Al Qaeda's new enemy -- Iraqis
U.S. efforts and terrorist atrocities are turning some against the group.
By Frederick W. Kagan
FREDERICK W. KAGAN is a resident scholar at the American Enterprise Institute and the author of "Finding the Target: The Transformation of the American Military."
June 10, 2007
LAST MONTH, the Associated Press reported that residents of Amariya, one of the bastions of Al Qaeda control in Baghdad, turned on the terrorists and, with U.S. help, killed their leader and many of his followers. The fight is emblematic of a larger trend in Iraq.
The Iraqi government has long declared its determination to root out terrorists in the country, and its security forces have been fighting Al Qaeda for months. But now, ordinary Iraqis, most significantly Sunni Arabs in Al Anbar province (until now the chief supporters of the terrorists), are putting their lives on the line against Al Qaeda as well.
The story of the "Anbar Awakening" — the uniting of the province's Sunni Arab tribes against Al Qaeda — is relatively well known. In mid-2006, a Marine intelligence officer in Al Anbar declared the situation hopeless and the province irretrievably lost. The Iraqi government was unable to recruit Anbaris into the local or national police or into the Iraqi army. But later that year, a combination of Al Qaeda atrocities and skillful counterinsurgency techniques by U.S. forces convinced Sunni tribal leaders that enough was enough.

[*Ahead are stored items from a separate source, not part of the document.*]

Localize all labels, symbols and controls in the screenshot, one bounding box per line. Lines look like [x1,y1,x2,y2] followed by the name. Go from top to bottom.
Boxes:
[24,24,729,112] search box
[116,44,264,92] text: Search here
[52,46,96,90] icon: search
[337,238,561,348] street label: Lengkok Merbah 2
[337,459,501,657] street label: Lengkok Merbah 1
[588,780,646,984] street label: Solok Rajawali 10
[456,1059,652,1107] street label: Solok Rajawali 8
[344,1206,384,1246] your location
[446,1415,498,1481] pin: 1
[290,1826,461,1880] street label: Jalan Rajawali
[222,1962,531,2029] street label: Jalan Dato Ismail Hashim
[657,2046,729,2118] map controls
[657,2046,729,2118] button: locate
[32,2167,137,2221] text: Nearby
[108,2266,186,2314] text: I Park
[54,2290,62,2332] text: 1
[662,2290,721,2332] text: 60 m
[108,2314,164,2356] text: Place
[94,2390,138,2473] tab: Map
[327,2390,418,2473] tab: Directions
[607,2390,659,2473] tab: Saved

Today, more than 12,500 Anbari recruits, the overwhelming majority of them Sunnis, are fighting or preparing to fight Al Qaeda despite ferocious counterattacks by the terrorists against them and their families. Tribal leaders are negotiating with the Iraqi government to rebuild their war-torn province. Violence in the provincial capital has dropped precipitately, from 108 deaths a week in mid-February to seven in the second week of May. Al Anbar has gone from hopeless to a beacon of hope and a signal of the turn of Iraq's Sunnis against their erstwhile terrorist allies.